▶ [DIRECTIONS FOR THIS TASK] Nothing in the copy should be a picture; everything else in the listing is to be restated exactly.

DATA FOR PROCESSING Start Marker

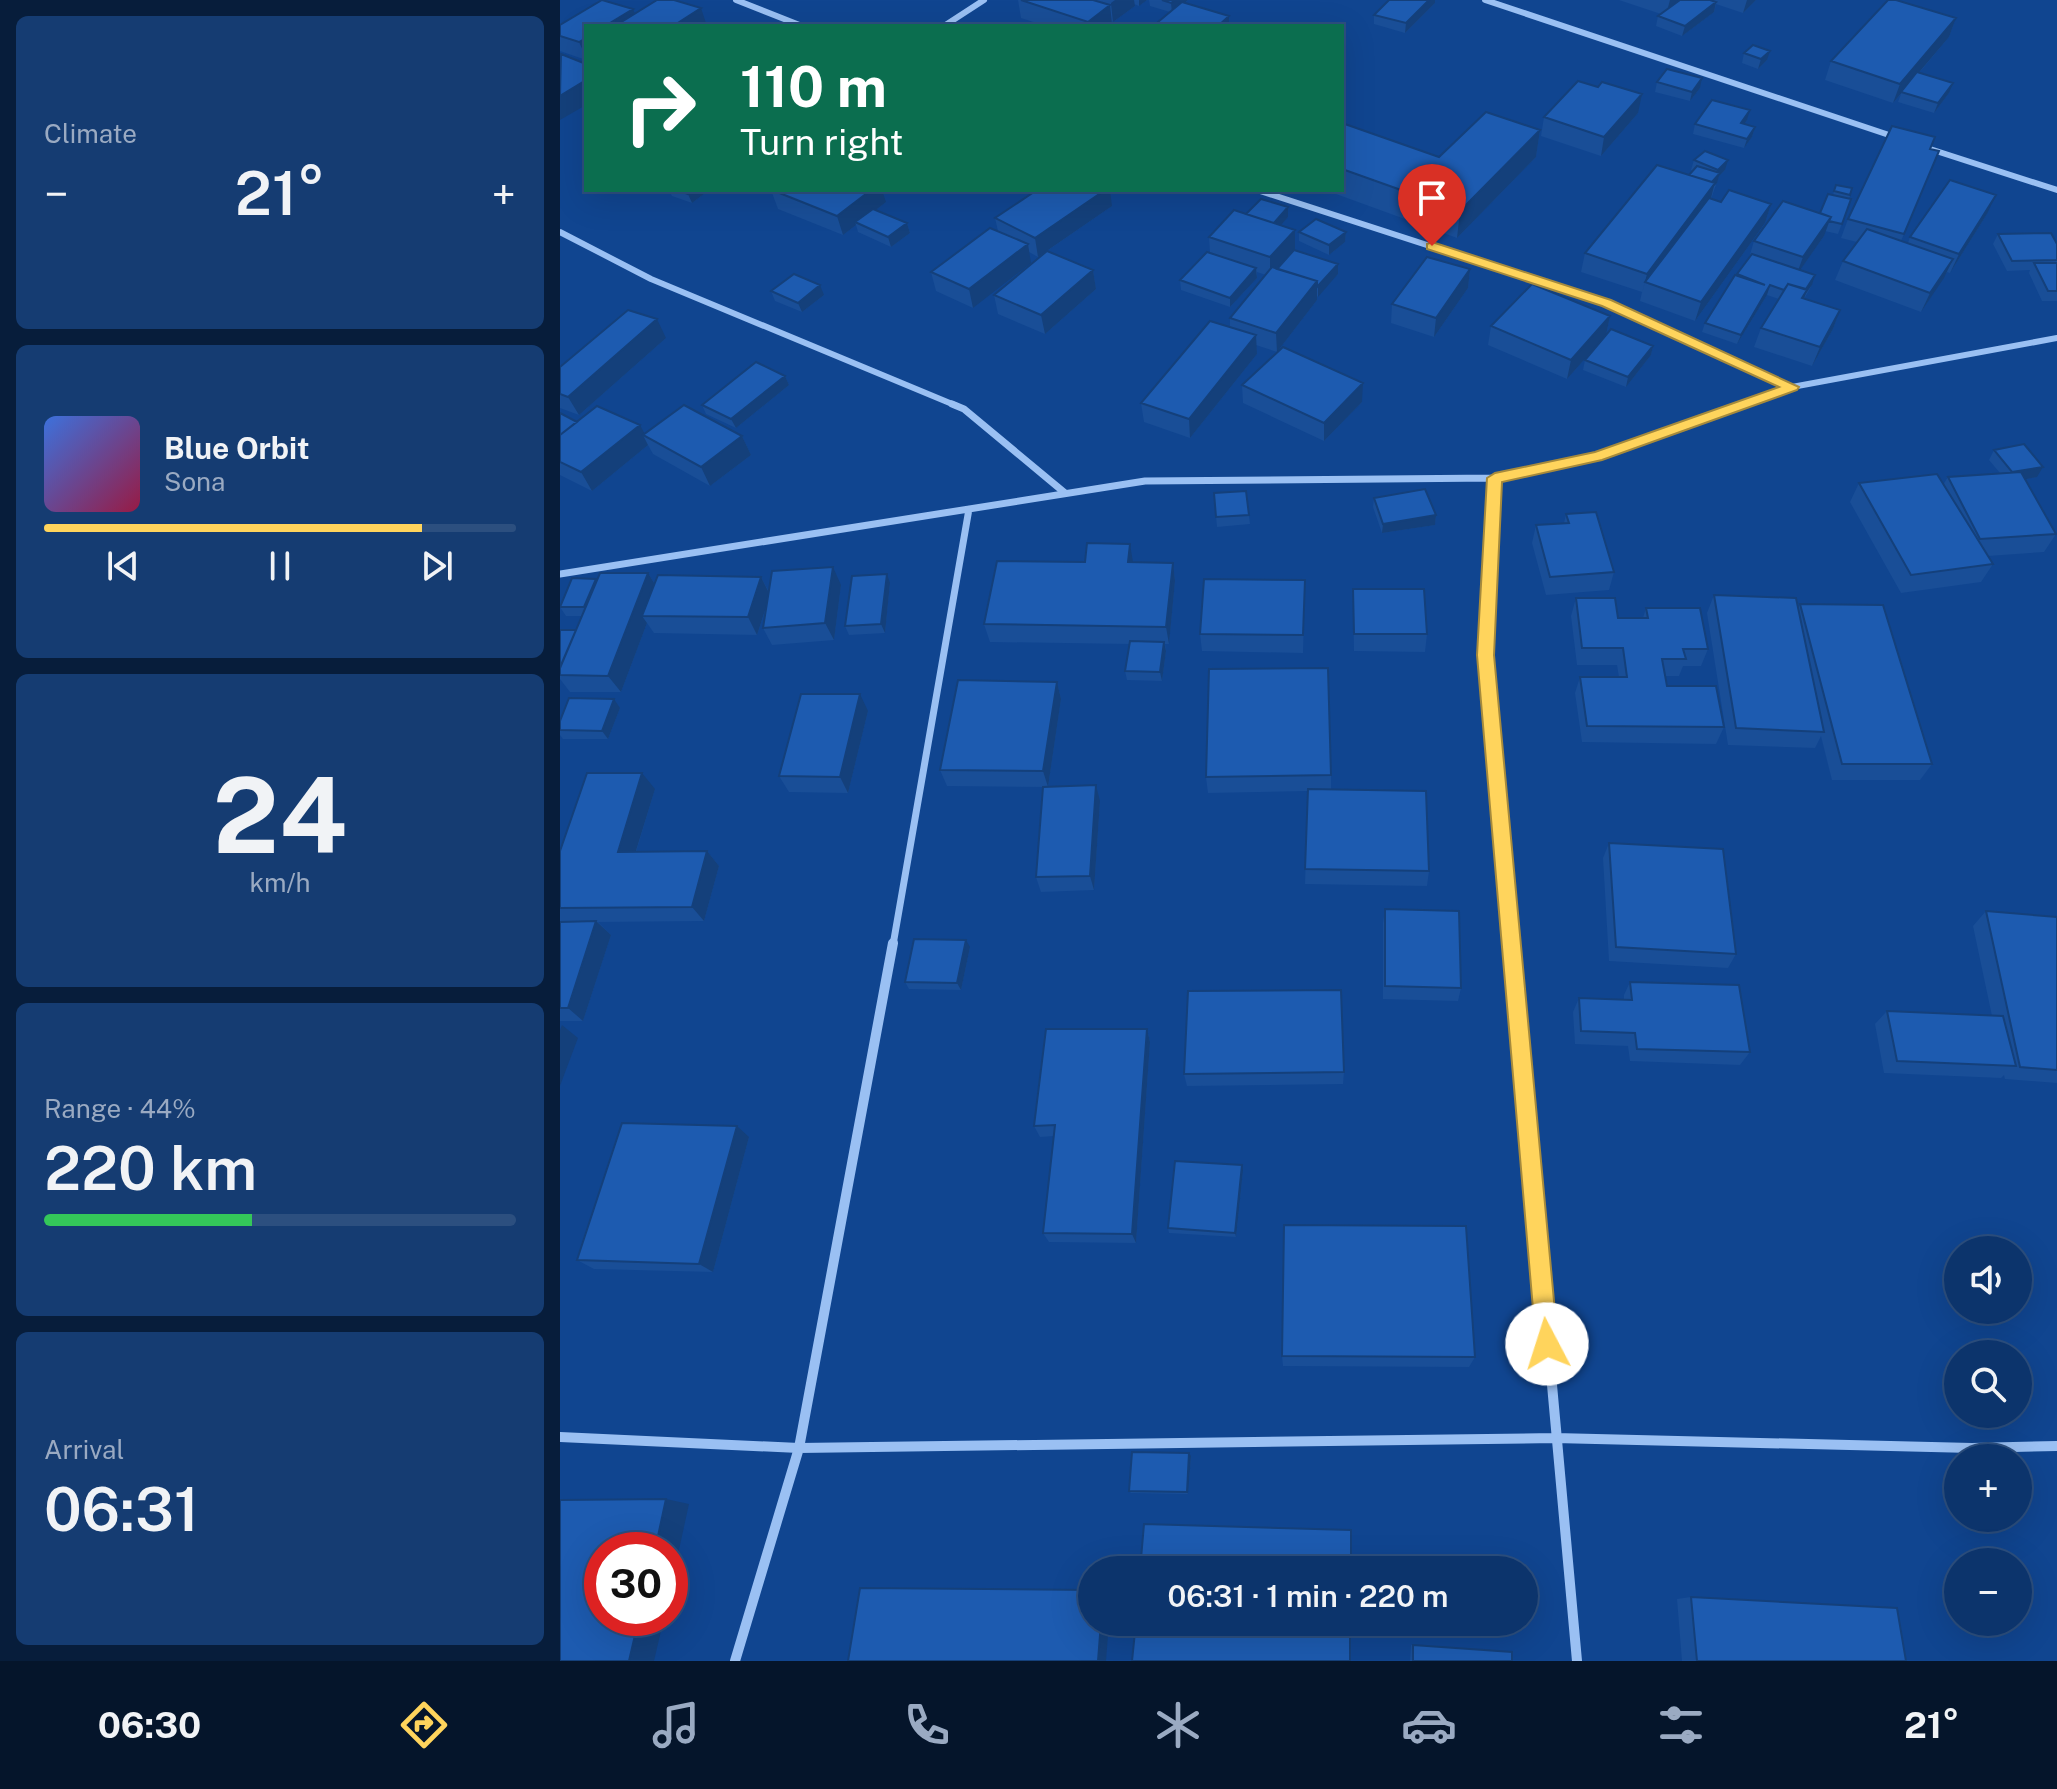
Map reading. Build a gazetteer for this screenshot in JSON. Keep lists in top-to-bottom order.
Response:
{
  "page": {
    "tile": [
      "Climate",
      ["24", "km/h"],
      ["Range · 44%", "220 km"],
      ["Arrival", "06:31"]
    ],
    "turn": ["110 m", "Turn right"],
    "heat": ["−", "21°", "+"],
    "song": ["Blue Orbit", "Sona"],
    "map_buttons": ["+", "−"],
    "limit": "30",
    "trip": "06:31 · 1 min · 220 m",
    "tabs": ["06:30", "21°"]
  }
}
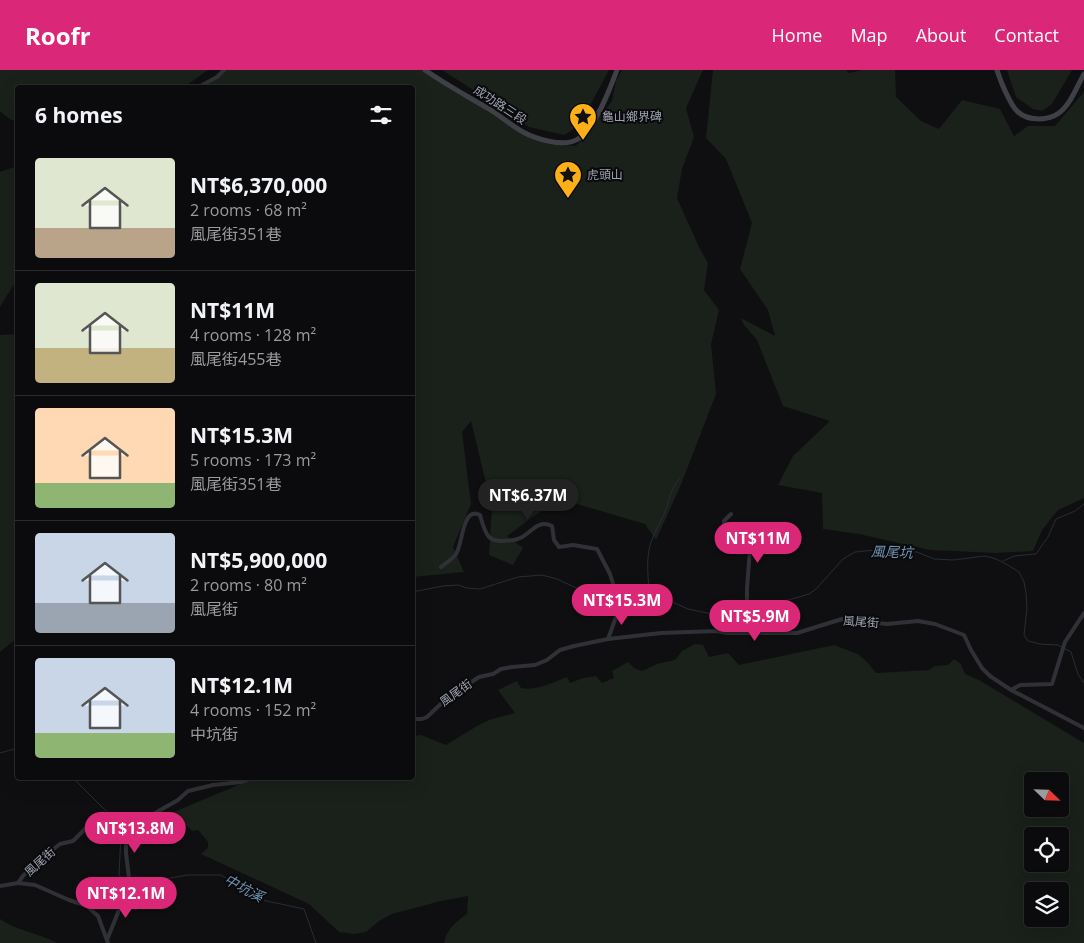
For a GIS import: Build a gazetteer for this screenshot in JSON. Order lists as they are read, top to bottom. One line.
{"streets":{"street":["成功路三段","風尾街"]},"water":["風尾坑","中坑溪"],"places":{"place":["龜山鄉界碑","虎頭山"]},"north":"bottom right","page":{"header":"Roofr","nav":["Home","Map","About","Contact"],"heading":"6 homes","list":[{"name":"NT$6,370,000","note":"2 rooms · 68 m² · 風尾街351巷"},{"name":"NT$11M","note":"4 rooms · 128 m² · 風尾街455巷"},{"name":"NT$15.3M","note":"5 rooms · 173 m² · 風尾街351巷"},{"name":"NT$5,900,000","note":"2 rooms · 80 m² · 風尾街"},{"name":"NT$12.1M","note":"4 rooms · 152 m² · 中坑街"}],"price":["NT$6.37M","NT$11M","NT$15.3M","NT$5.9M","NT$13.8M","NT$12.1M"]}}
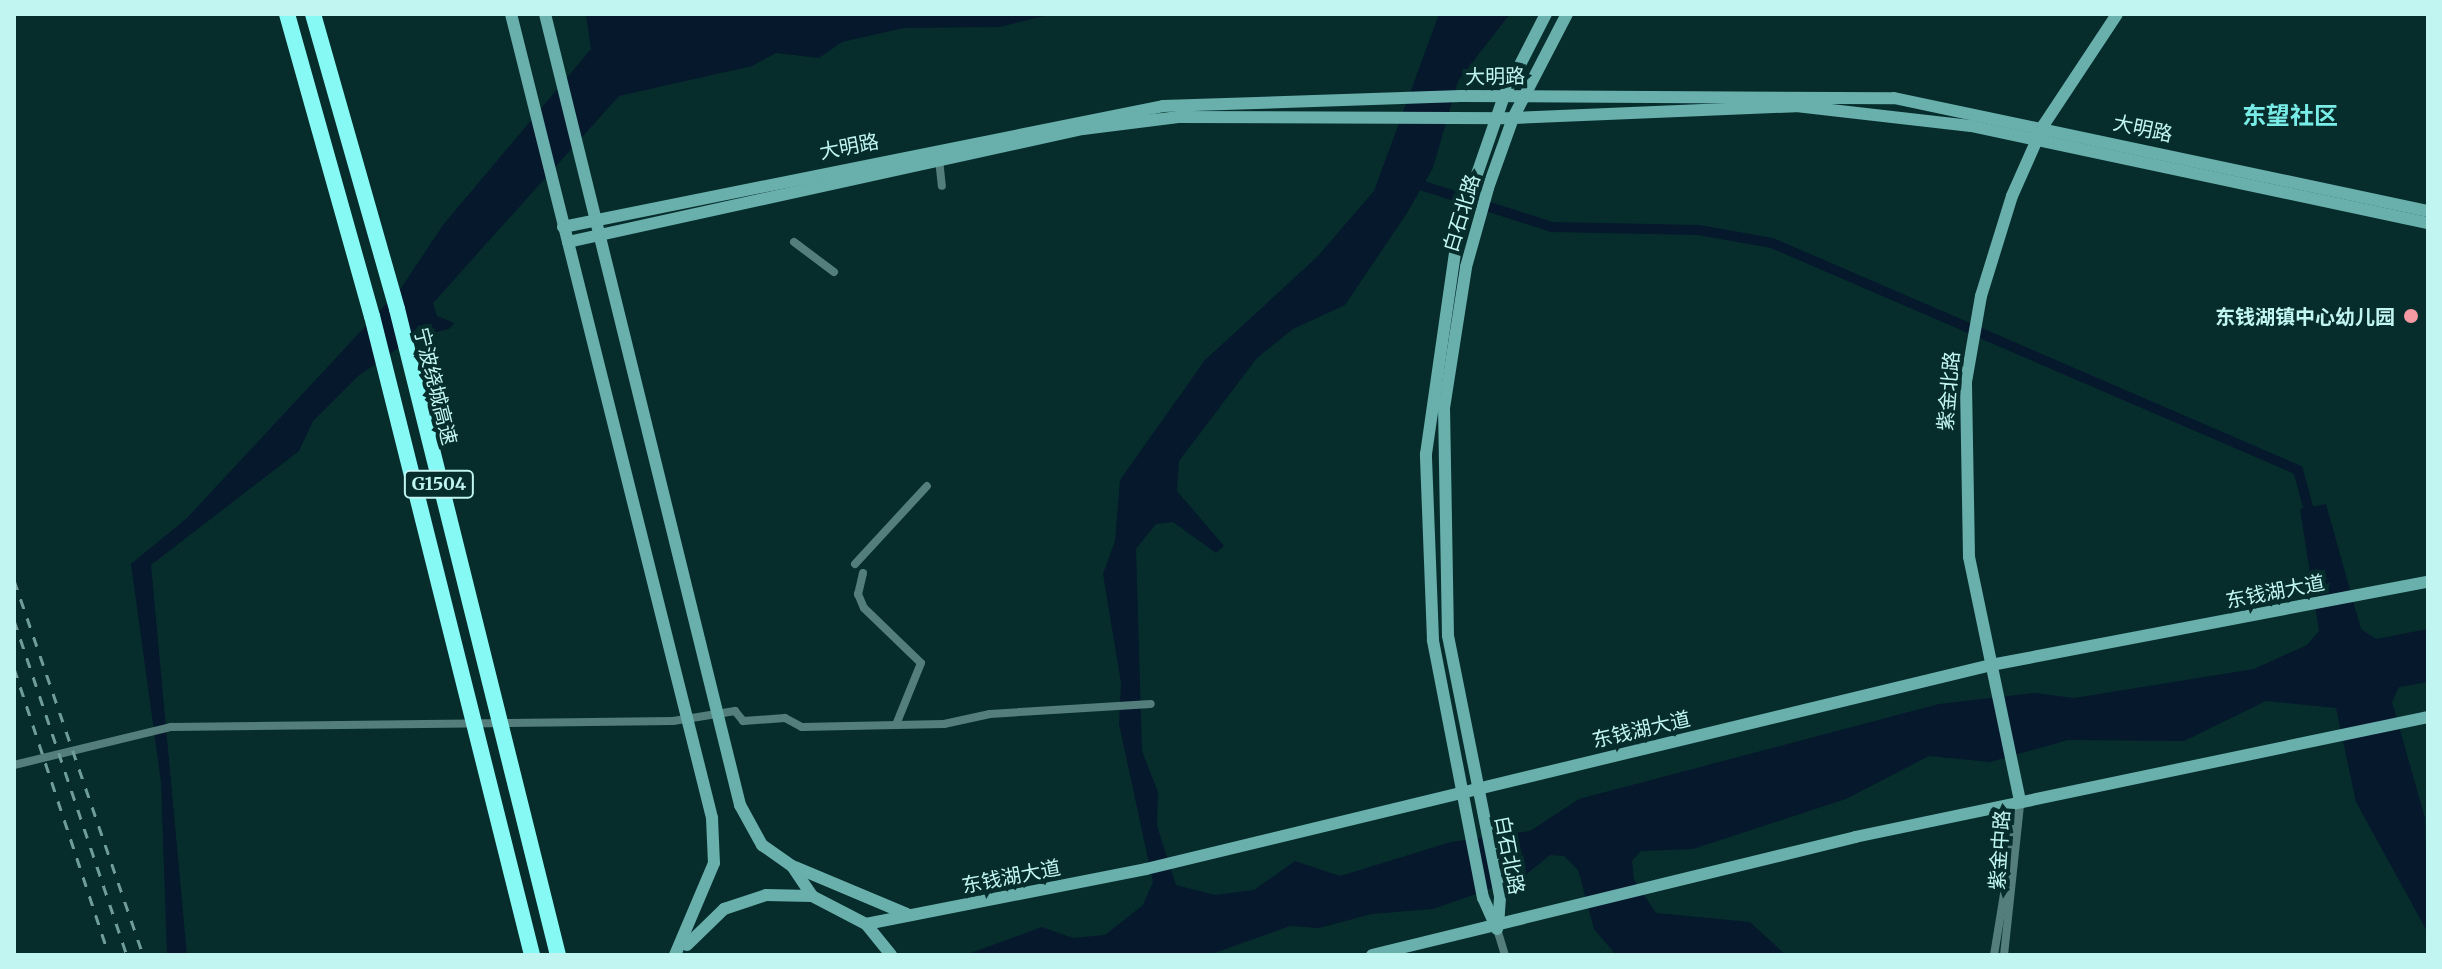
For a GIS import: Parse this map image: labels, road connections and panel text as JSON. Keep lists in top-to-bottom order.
{
  "streets": {
    "highway": ["宁波绕城高速", "G1504"],
    "main road": [
      "大明路",
      "白石北路",
      "紫金北路",
      "东钱湖大道"
    ],
    "street": ["紫金中路"]
  },
  "crossings": [
    ["大明路", "白石北路"],
    ["大明路", "紫金北路"],
    ["白石北路", "东钱湖大道"],
    ["紫金北路", "东钱湖大道"],
    ["紫金北路", "紫金中路"]
  ],
  "districts": ["东望社区"],
  "places": ["东钱湖镇中心幼儿园"]
}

DATA FOR PROCESSING End Marker

▶ [RESULT OF THE EXERCISE]
Map reading. Build a gazetteer for this screenshot in JSON. Keep lists in top-to-bottom order.
Response:
{
  "page": {
    "tile": [
      "Climate",
      ["24", "km/h"],
      ["Range · 44%", "220 km"],
      ["Arrival", "06:31"]
    ],
    "turn": ["110 m", "Turn right"],
    "heat": ["−", "21°", "+"],
    "song": ["Blue Orbit", "Sona"],
    "map_buttons": ["+", "−"],
    "limit": "30",
    "trip": "06:31 · 1 min · 220 m",
    "tabs": ["06:30", "21°"]
  }
}
For a GIS import: Build a gazetteer for this screenshot in JSON. Order lists as they are read, top to bottom. One line.
{"streets":{"street":["成功路三段","風尾街"]},"water":["風尾坑","中坑溪"],"places":{"place":["龜山鄉界碑","虎頭山"]},"north":"bottom right","page":{"header":"Roofr","nav":["Home","Map","About","Contact"],"heading":"6 homes","list":[{"name":"NT$6,370,000","note":"2 rooms · 68 m² · 風尾街351巷"},{"name":"NT$11M","note":"4 rooms · 128 m² · 風尾街455巷"},{"name":"NT$15.3M","note":"5 rooms · 173 m² · 風尾街351巷"},{"name":"NT$5,900,000","note":"2 rooms · 80 m² · 風尾街"},{"name":"NT$12.1M","note":"4 rooms · 152 m² · 中坑街"}],"price":["NT$6.37M","NT$11M","NT$15.3M","NT$5.9M","NT$13.8M","NT$12.1M"]}}
For a GIS import: Parse this map image: labels, road connections and panel text as JSON. Keep lists in top-to-bottom order.
{
  "streets": {
    "highway": ["宁波绕城高速", "G1504"],
    "main road": [
      "大明路",
      "白石北路",
      "紫金北路",
      "东钱湖大道"
    ],
    "street": ["紫金中路"]
  },
  "crossings": [
    ["大明路", "白石北路"],
    ["大明路", "紫金北路"],
    ["白石北路", "东钱湖大道"],
    ["紫金北路", "东钱湖大道"],
    ["紫金北路", "紫金中路"]
  ],
  "districts": ["东望社区"],
  "places": ["东钱湖镇中心幼儿园"]
}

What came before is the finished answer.